Lavorazione del vetro

 

Nel contesto storico, per la popolazione che il nostro gruppo rievoca, il vetro aveva una notevole importanza, testimoniata dai ritrovamenti in numerose tombe.

E’ nata così l’esigenza di portare a conoscenza del pubblico di come i Celti potessero lavorare questo materiale con i semplici mezzi che erano a loro disposizione.

La cosa curiosa è che dai ritrovamenti, in Italia, non si è mai scoperto un sito produttivo di questo materiale, più che altro si intuisce che il vetro venisse prodotto in loco attraverso l’analisi della composizione dell’impasto, che differisce anche molto a seconda degli ingredienti che erano disponibili presso le fornaci.

Il vetro nasce in Mesopotamia e in Egitto più o meno contemporaneamente, all’incirca nel 2000 a.C. Esso nasce per l’esigenza di produrre manufatti in sostituzione delle pietre semipreziose di difficile reperimento.

Il vetro è composto da silicio più o meno puro, a seconda delle sabbie utilizzate, che, tuttavia, fonde a temperature molto elevate. Per abbassare il punto di fusione occorreva aggiungere un ulteriore componente: la soda.

Questa infatti è in grado di abbassare il punto di fusione a circa 900°C, temperatura  facilmente raggiungibile dalle fornaci dell’epoca.

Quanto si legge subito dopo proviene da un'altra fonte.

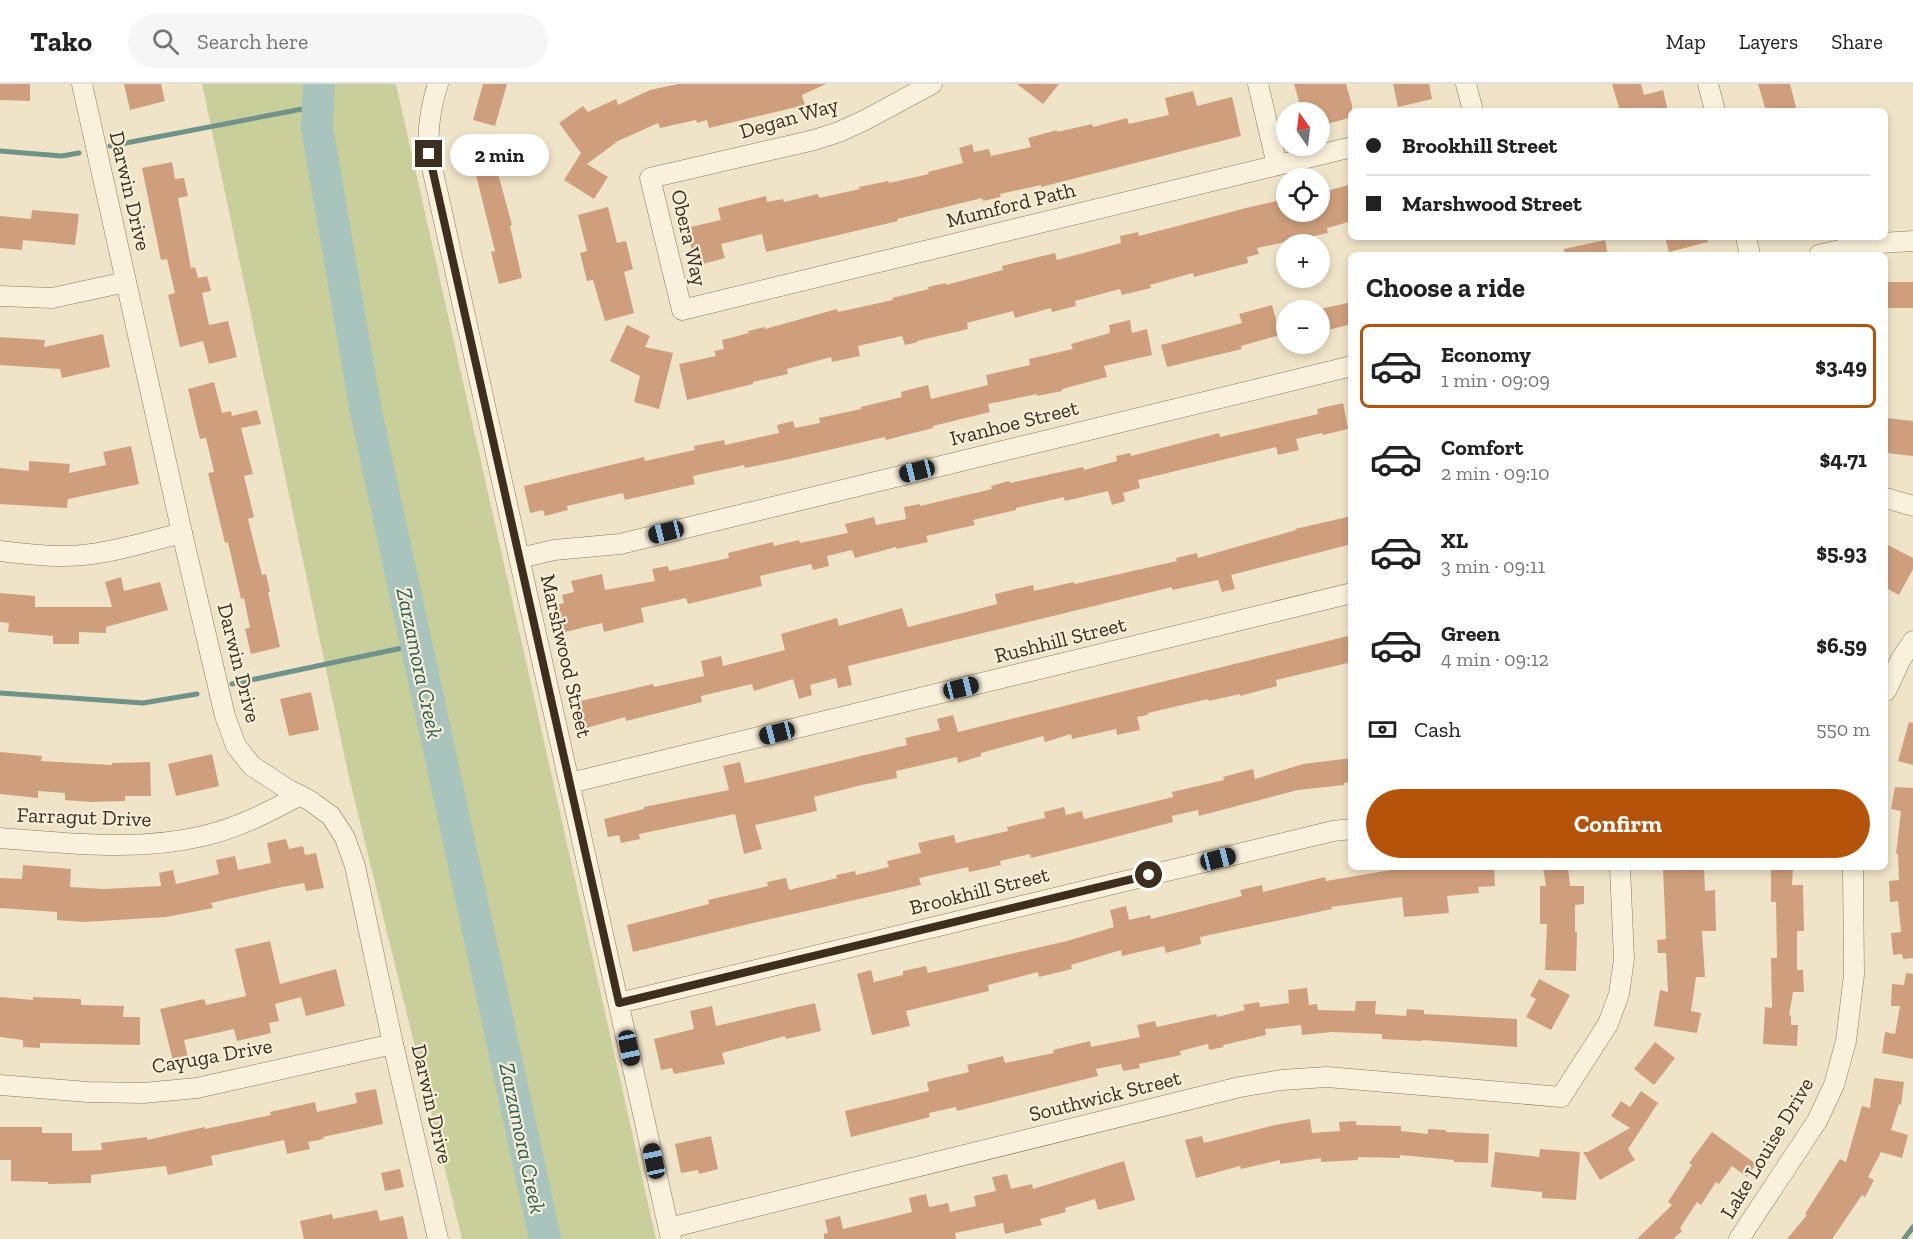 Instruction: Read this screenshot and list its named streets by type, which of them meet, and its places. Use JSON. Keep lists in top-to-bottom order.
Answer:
{
  "streets": {
    "street": [
      "Degan Way",
      "Darwin Drive",
      "Mumford Path",
      "Obera Way",
      "Ivanhoe Street",
      "Rushhill Street",
      "Marshwood Street",
      "Farragut Drive",
      "Brookhill Street",
      "Cayuga Drive",
      "Southwick Street",
      "Lake Louise Drive"
    ]
  },
  "crossings": [
    ["Degan Way", "Obera Way"],
    ["Darwin Drive", "Farragut Drive"],
    ["Darwin Drive", "Cayuga Drive"],
    ["Mumford Path", "Obera Way"],
    ["Ivanhoe Street", "Marshwood Street"],
    ["Rushhill Street", "Marshwood Street"],
    ["Marshwood Street", "Brookhill Street"],
    ["Marshwood Street", "Southwick Street"]
  ],
  "water": ["Zarzamora Creek"],
  "north": "top",
  "page": {
    "header": "Tako",
    "search": "Search here",
    "nav": ["Map", "Layers", "Share"],
    "map_buttons": ["+", "−"],
    "banner": ["Brookhill Street", "Marshwood Street"],
    "bubble": "2 min",
    "heading": "Choose a ride",
    "list": [
      {
        "name": "Economy",
        "note": "1 min · 09:09",
        "value": "$3.49"
      },
      {
        "name": "Comfort",
        "note": "2 min · 09:10",
        "value": "$4.71"
      },
      {
        "name": "XL",
        "note": "3 min · 09:11",
        "value": "$5.93"
      },
      {
        "name": "Green",
        "note": "4 min · 09:12",
        "value": "$6.59"
      }
    ],
    "pay": ["Cash", "550 m"],
    "buttons": "Confirm"
  }
} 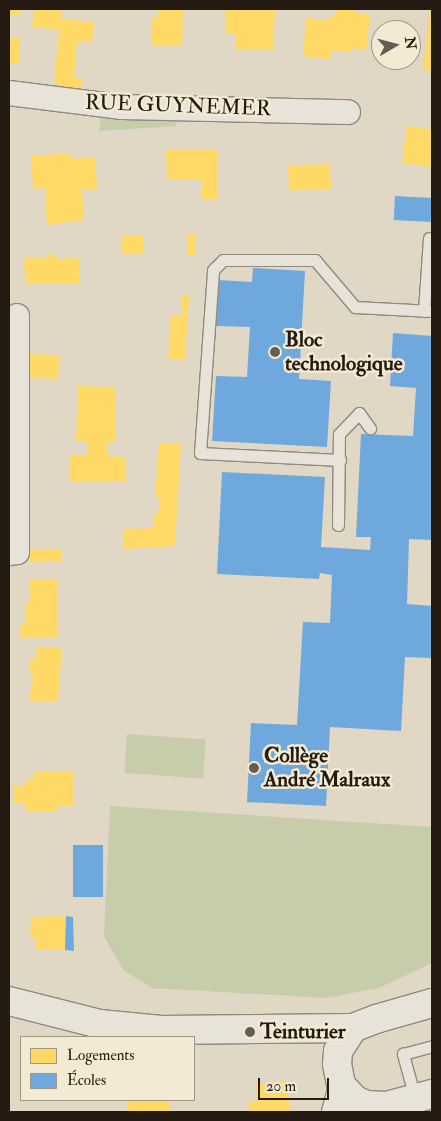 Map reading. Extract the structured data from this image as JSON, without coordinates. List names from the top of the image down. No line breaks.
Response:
{"streets":{"street":["RUE GUYNEMER"]},"places":["Bloc technologique","Collège André Malraux","Teinturier"],"legend":["Logements","Écoles"],"scale_bar":"20 m","north":"right"} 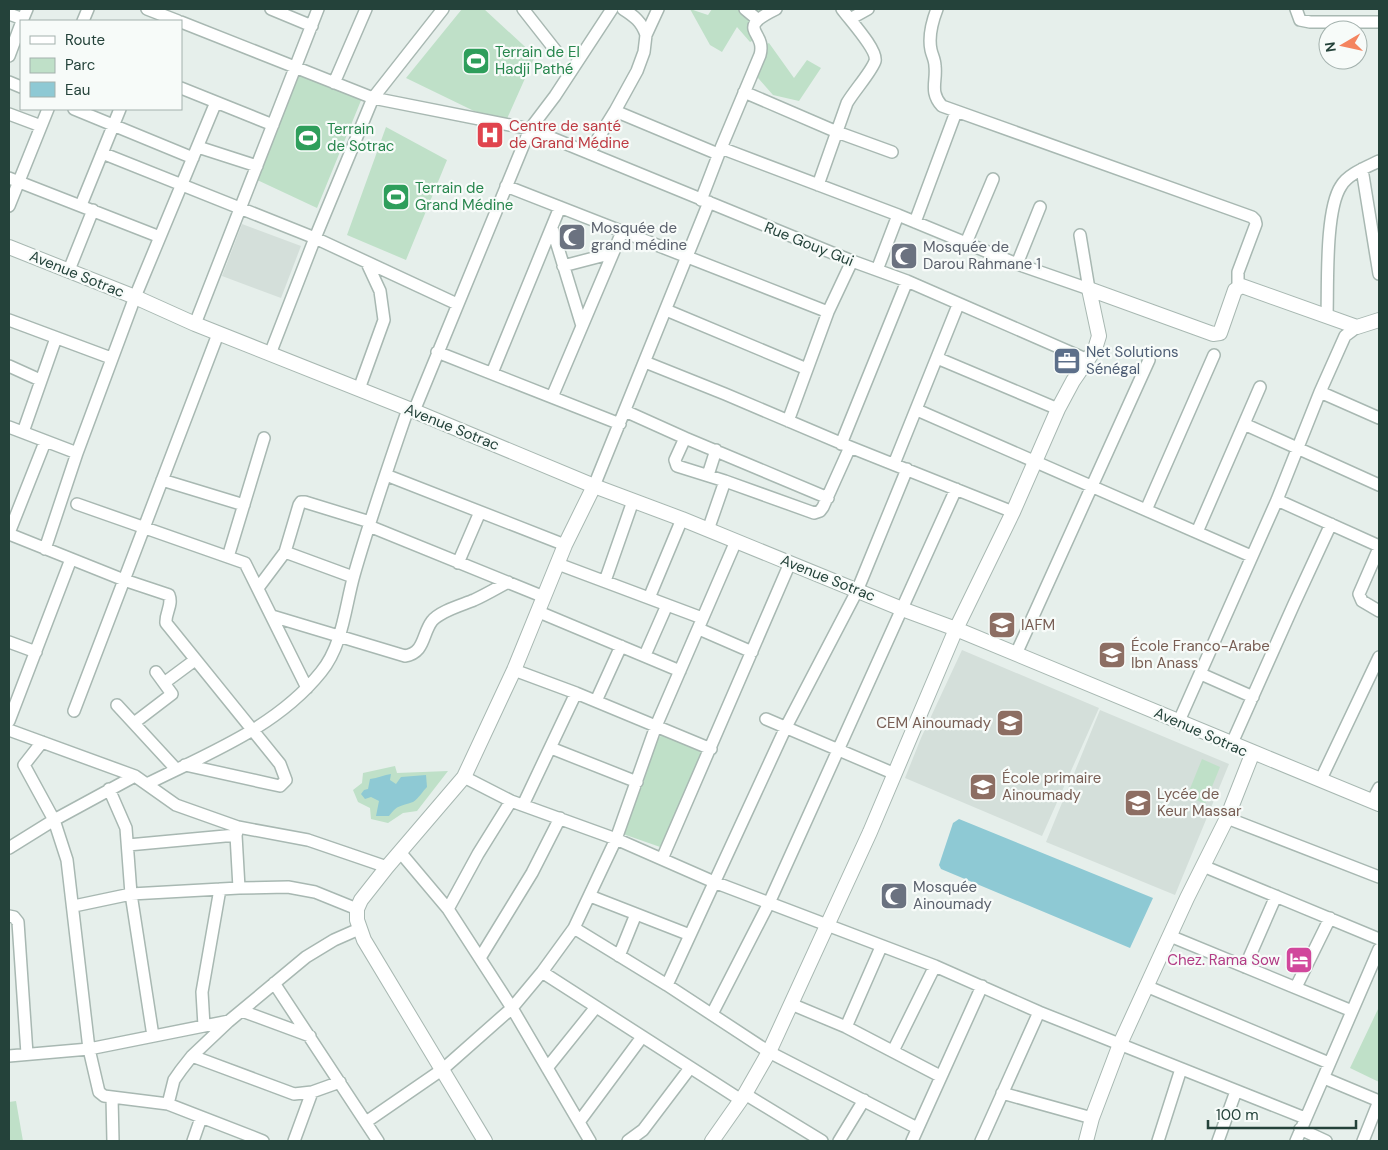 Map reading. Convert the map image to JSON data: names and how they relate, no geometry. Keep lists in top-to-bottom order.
{
  "streets": {
    "street": ["Rue Gouy Gui", "Avenue Sotrac"]
  },
  "places": {
    "sports": ["Terrain de El Hadji Pathé", "Terrain de Sotrac", "Terrain de Grand Médine"],
    "hospital": ["Centre de santé de Grand Médine"],
    "mosque": ["Mosquée de grand médine", "Mosquée de Darou Rahmane 1", "Mosquée Ainoumady"],
    "office": ["Net Solutions Sénégal"],
    "school or university": [
      "IAFM",
      "École Franco-Arabe Ibn Anass",
      "CEM Ainoumady",
      "École primaire Ainoumady",
      "Lycée de Keur Massar"
    ],
    "hotel": ["Chez. Rama Sow"]
  },
  "legend": ["Route", "Parc", "Eau"],
  "scale_bar": "100 m",
  "north": "left"
}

La soda era un prodotto tipico del Medio Oriente e veniva chiamata Natron, materiale ben conosciuto nell’antichità.

In Europa, in luogo della soda, veniva impiegate la potassa, ricavata dalle ceneri di determinate piante. Questo distingue il vetro europeo dal vetro medio orientale.

Il vetro così composto aveva l’indesiderata caratteristica di essere idrosolubile, quindi per renderlo più fruibile occorreva aggiungere la calce, che lo rendeva eterno ed infinitamente riciclabile.

Con questo materiale i Celti realizzavano principalmente monili creando gneralmente vaghi tondeggianti (le perle di vetro) decorati più o meno elaboratamente.

La tecnica impiegata è del tutto simile a quella che oggi si chiama “antica lavorazione a lume”, il vetro veniva scaldato in fornace e  stirato in barrette tonde di diverso colore queste ultime, raffreddate, venivano scaldate nuovamente a una fiamma più piccola, il vetro veniva, poi,  fatto colare su bacchette metalliche, e qui, “avvolto” fino a creare la perla madre, poi decorata per sovrapposizione di strati successivi di vetro di diverso colore.

All’epoca non esistevano tuttavia cannelli ne lumi che producessero le temperature necessarie alla lavorazione.

Si suppone quindi che venissero impiegate fornaci più piccole per permettere al vetro di sciogliersi delicatamente sulle bacchette, e permettere all’artigiano di operare agevolmente per creare l’opera.

L’associazione ha realizzato una fornace “aperta” in argilla, alimentata da carbone di legna.

La fiamma viene ulteriormente alimentata da un mantice che, soffiando, porta ossigeno alla fornace e permette di ottenere temperature adeguate alla lavorazione.

Il sistema funziona piuttosto bene, e permette di realizzare discreti manufatti, anche se, rispetto alla lavorazione moderna , con appositi cannelli a ossigeno e gas, portano alcuni colori vitrei a virare, o a creare screziature, per l’impossibilità di regolare e ottimizzare la carburazione della fiamma.

Questo per offrire una risposta a quanti si chiedono, come quegli antichi uomini creassero le loro opere d’arte, e quanto fosse complesso realizzarle.

Resta  inteso  che la lavorazione del vetro non era pensabile all’interno di un contesto di insediamento mobile, per la delicatezza della fornace e per la difficoltà di trasporto è probabile che fosse costruita il loco e li lasciata.